◆ Information:
***
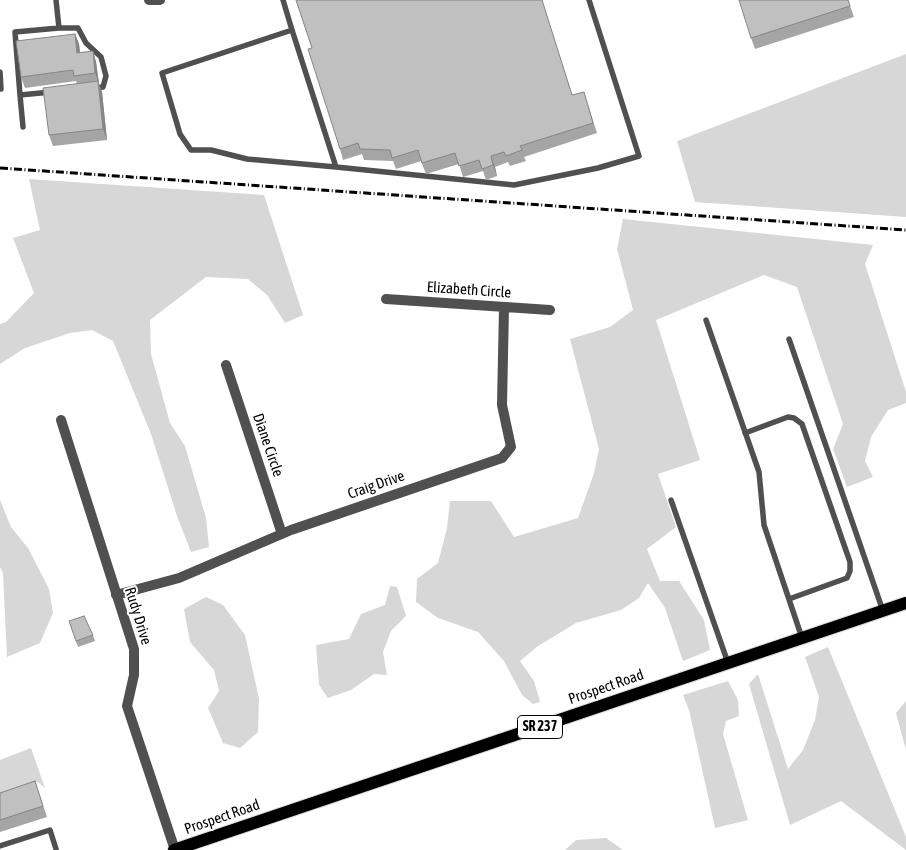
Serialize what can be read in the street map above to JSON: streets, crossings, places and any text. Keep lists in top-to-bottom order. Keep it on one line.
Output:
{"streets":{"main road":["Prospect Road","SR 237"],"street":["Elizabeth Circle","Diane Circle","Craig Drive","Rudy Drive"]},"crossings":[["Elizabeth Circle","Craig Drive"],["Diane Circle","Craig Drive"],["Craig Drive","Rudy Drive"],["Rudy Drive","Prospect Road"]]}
***
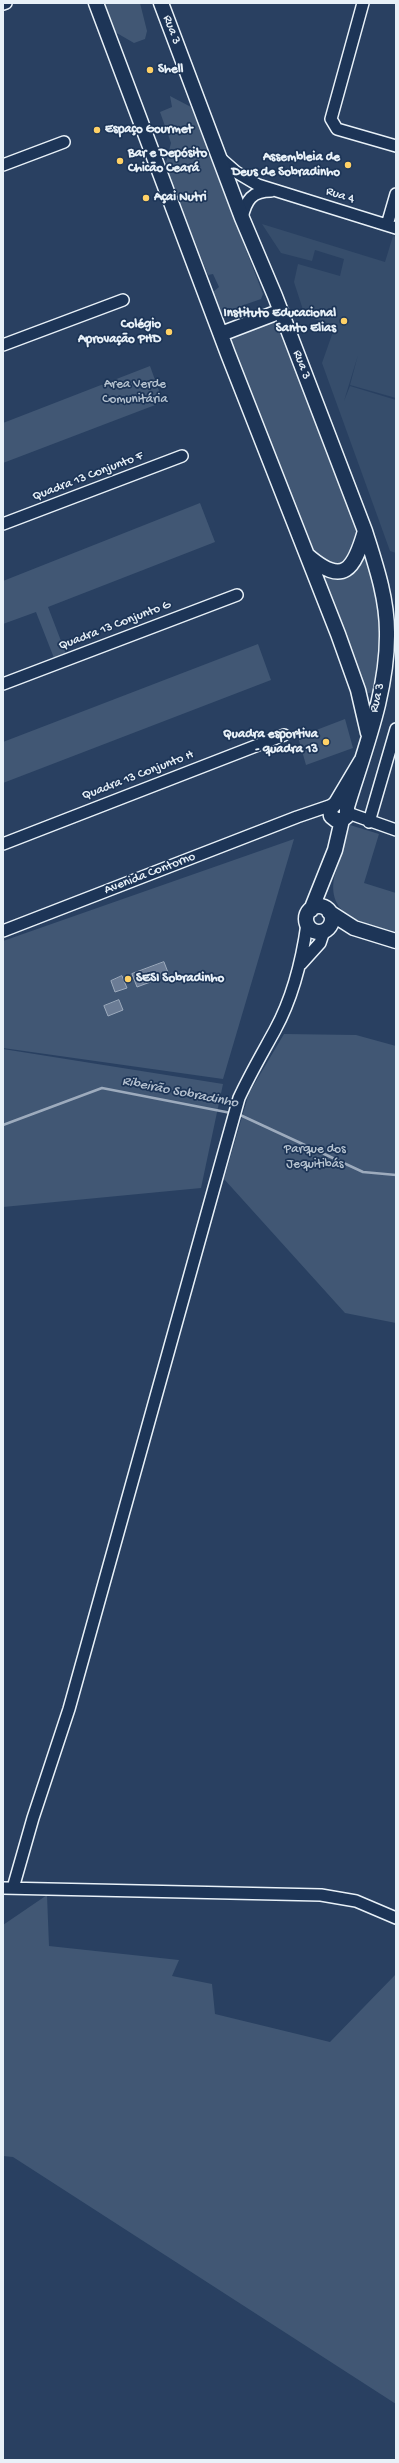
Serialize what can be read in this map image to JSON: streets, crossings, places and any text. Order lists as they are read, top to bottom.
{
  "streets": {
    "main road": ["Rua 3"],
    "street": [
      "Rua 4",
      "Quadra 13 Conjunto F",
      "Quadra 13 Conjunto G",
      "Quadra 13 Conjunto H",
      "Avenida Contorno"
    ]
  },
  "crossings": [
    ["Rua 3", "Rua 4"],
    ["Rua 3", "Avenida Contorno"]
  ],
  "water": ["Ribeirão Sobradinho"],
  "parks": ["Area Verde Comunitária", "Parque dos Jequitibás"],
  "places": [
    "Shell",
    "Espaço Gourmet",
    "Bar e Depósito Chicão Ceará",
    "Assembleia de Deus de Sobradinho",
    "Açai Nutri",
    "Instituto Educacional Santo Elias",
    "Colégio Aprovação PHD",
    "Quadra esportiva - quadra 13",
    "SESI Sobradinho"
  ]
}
***
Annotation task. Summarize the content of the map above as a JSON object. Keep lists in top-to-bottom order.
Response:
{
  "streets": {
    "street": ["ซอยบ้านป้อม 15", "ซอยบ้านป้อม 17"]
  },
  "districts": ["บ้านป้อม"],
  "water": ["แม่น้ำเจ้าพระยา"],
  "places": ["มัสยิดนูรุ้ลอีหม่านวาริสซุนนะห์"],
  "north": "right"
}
***
◆ Work instruction: Within the entries above, find the string "Keep" and return each line that holds it.

◆ Output:
Serialize what can be read in the street map above to JSON: streets, crossings, places and any text. Keep lists in top-to-bottom order. Keep it on one line.
Annotation task. Summarize the content of the map above as a JSON object. Keep lists in top-to-bottom order.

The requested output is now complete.